Planted on the site of an ancient indigenous settlement, this ode to more than 4,000 years of local agriculture is many types of gardens in one — some born from the region, others introduced through immigration. Native grains such as corn, beans, and squash grow in the O’odham, Yoeme and Hohokam plots, while citrus fruits scent the Spanish colonial orchards, jujube graces the Chinese garden, and leafy greens thrive in Africa in the fields of the Americas (to name a few of the hundreds of crops on site). Docents are generous with samples of anything that looks ripe during the tours, but there are also special tastings and food events in the calendar. “I love going there to get a bite of fresh,” Ms. Ronstadt said. Tip: If the garden-made orange marmalade is in stock, buy some.

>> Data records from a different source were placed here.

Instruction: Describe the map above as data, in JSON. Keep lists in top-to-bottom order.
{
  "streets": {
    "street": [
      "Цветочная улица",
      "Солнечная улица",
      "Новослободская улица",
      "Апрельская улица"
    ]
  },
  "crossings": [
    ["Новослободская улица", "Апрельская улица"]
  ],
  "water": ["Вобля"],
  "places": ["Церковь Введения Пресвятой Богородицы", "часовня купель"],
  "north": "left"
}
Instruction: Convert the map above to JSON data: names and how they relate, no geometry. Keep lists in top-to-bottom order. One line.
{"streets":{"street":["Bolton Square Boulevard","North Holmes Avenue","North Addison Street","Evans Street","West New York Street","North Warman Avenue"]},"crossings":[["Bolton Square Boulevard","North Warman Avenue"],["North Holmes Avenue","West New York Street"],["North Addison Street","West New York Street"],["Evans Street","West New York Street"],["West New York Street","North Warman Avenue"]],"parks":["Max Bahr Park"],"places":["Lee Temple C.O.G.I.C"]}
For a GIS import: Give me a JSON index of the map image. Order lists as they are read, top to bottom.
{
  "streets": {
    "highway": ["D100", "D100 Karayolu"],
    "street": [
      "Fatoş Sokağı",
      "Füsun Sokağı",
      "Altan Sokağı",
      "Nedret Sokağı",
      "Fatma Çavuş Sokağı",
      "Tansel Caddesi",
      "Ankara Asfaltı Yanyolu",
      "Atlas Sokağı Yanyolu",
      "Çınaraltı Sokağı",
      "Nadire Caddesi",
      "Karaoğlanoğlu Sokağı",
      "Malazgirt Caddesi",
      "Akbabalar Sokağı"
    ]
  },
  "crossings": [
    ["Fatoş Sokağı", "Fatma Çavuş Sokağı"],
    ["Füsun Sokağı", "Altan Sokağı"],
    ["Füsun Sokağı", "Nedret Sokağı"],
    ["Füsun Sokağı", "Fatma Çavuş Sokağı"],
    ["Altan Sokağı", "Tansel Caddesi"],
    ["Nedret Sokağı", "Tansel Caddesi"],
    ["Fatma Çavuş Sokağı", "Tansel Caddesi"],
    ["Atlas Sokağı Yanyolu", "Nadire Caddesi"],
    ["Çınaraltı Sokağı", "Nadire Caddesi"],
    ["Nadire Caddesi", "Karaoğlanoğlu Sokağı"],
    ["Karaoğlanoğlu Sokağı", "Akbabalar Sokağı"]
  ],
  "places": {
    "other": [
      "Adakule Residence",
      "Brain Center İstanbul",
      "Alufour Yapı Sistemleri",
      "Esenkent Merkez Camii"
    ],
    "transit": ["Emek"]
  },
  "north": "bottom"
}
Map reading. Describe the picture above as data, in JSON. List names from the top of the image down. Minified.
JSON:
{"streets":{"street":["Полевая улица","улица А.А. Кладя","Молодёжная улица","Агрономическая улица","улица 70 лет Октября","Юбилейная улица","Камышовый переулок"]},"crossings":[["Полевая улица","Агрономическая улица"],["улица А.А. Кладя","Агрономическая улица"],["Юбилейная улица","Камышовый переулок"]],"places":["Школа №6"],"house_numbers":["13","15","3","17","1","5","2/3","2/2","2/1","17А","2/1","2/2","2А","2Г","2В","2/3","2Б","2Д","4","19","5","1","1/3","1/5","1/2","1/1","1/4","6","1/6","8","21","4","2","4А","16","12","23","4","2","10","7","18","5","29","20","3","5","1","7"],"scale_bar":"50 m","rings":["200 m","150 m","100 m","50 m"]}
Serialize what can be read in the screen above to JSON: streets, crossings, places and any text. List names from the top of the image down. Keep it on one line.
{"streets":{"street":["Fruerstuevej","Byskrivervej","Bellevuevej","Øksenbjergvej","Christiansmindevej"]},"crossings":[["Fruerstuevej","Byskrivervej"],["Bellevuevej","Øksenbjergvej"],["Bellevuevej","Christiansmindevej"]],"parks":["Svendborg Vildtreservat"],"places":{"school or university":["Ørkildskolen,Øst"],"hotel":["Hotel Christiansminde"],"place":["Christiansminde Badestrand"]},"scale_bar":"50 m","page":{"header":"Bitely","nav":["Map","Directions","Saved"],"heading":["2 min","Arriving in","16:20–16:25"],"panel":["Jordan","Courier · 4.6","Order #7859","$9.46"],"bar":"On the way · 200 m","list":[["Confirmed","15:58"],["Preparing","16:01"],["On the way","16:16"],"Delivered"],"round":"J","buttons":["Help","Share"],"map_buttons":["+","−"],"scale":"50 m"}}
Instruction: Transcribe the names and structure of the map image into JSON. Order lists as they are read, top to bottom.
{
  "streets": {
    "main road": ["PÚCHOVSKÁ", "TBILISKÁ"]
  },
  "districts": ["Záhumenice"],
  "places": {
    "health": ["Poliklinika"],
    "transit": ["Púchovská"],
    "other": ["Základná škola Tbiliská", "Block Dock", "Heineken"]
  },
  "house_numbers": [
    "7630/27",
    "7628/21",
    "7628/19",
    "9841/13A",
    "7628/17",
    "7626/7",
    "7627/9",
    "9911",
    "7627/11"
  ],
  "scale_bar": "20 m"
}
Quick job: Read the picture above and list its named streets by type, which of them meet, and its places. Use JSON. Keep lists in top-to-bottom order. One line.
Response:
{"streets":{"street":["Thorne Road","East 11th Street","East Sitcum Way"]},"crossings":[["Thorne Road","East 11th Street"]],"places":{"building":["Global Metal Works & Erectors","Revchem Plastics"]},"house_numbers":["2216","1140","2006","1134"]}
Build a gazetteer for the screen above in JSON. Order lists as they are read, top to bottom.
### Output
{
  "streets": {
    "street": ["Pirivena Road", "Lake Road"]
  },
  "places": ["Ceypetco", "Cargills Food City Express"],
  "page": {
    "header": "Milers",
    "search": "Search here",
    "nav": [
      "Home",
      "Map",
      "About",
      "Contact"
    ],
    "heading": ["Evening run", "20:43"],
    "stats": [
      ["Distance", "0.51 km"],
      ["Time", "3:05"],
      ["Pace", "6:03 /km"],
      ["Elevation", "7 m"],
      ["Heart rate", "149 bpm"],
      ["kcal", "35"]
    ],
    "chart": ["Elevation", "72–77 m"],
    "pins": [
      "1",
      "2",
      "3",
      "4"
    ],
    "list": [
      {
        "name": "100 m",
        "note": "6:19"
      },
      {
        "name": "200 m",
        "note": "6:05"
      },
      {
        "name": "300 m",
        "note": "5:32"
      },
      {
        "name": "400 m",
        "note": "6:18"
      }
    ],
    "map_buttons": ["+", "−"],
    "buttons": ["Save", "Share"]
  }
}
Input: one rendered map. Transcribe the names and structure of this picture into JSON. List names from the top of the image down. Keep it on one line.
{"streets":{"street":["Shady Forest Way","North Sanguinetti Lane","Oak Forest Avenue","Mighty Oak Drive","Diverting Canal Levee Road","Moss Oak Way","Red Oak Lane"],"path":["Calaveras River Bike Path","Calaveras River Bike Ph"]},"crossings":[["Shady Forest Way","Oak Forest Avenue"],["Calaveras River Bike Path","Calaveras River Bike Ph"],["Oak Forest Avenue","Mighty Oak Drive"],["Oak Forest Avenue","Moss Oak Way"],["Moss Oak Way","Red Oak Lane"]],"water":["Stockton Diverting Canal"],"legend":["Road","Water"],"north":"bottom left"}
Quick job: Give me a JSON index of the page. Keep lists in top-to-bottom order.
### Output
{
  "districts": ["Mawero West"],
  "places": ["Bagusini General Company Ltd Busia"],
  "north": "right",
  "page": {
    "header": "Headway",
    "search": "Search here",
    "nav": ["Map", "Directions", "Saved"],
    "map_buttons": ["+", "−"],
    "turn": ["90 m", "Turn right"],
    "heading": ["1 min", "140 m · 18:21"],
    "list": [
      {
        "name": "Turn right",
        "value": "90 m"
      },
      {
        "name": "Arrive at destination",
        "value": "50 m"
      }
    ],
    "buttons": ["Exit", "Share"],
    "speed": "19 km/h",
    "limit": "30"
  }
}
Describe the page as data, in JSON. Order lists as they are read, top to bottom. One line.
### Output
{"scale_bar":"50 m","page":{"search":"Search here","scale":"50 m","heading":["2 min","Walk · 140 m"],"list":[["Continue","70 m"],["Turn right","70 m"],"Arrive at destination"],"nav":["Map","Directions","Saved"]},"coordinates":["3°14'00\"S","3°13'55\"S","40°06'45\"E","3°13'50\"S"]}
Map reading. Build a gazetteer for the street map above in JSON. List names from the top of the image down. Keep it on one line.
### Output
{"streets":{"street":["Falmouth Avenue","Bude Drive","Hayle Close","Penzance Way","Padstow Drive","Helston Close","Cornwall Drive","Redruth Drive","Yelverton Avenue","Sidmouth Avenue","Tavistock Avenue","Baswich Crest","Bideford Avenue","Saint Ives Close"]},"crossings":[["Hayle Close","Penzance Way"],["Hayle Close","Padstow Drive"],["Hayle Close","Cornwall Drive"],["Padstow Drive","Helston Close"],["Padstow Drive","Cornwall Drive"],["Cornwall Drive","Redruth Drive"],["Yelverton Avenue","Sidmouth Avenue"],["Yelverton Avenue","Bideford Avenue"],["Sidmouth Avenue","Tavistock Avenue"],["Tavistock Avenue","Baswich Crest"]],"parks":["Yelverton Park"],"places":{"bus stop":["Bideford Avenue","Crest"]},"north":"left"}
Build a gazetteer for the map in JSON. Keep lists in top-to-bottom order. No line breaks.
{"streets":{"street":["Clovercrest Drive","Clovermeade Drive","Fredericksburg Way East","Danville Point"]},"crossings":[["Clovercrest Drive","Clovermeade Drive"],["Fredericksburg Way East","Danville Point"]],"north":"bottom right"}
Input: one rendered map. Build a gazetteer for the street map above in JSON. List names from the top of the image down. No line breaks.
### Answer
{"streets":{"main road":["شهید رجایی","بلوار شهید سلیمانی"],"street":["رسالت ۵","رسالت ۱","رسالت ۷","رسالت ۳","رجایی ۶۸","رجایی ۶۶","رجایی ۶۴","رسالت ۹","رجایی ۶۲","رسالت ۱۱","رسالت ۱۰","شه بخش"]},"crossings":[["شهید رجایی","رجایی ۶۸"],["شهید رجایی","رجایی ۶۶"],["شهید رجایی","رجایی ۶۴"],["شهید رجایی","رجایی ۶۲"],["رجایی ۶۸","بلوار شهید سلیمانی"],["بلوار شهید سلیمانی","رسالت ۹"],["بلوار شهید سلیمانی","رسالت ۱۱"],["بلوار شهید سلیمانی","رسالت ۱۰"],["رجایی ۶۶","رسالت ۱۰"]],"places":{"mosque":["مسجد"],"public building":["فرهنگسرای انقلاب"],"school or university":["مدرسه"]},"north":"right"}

4. The Arizona-Sonora Desert Museum
In the 1950s, when her father was a founding member and her mother was one of the original professors, the Desert Museum, as locals call it, was “a little roadside attraction,” Ms. Ronstadt said. “I was going to see George L. Mountainlion,” the former a series of adopted mountain lions; to live there. The place has since evolved into a famous zoo, botanic garden, aquarium, gallery and natural history museum, but it still feels refreshingly untamed. “You’re not looking at the perfect geometry imposed on the desert,” he observed of the animals’ habitats. “Nature hates perfect geometry.”
5. Mission San Xavier del Bac
Completed in 1797 (although restoration is ongoing), this national historic landmark on Tohono O’odham land is Arizona’s oldest intact European structure—and it’s still an active church. “I’m an atheist, but I baptized my children there,” Ms. Ronstadt said, referring to the magic she feels behind the mission’s white walls. In the kaleidoscopic interior — all elaborate sculpture, frescoes and trompe l’oeil — candles have been lit with Ray Kundersearched for in the middle of recording rest with Emmylou Harris and adjusted the patron saint’s blanket “to make sure they’re comfortable.” Atheist or not, she finds something sacred there. To borrow from her recently released Latin choral classic Christmas album: Life is full of “mystery.”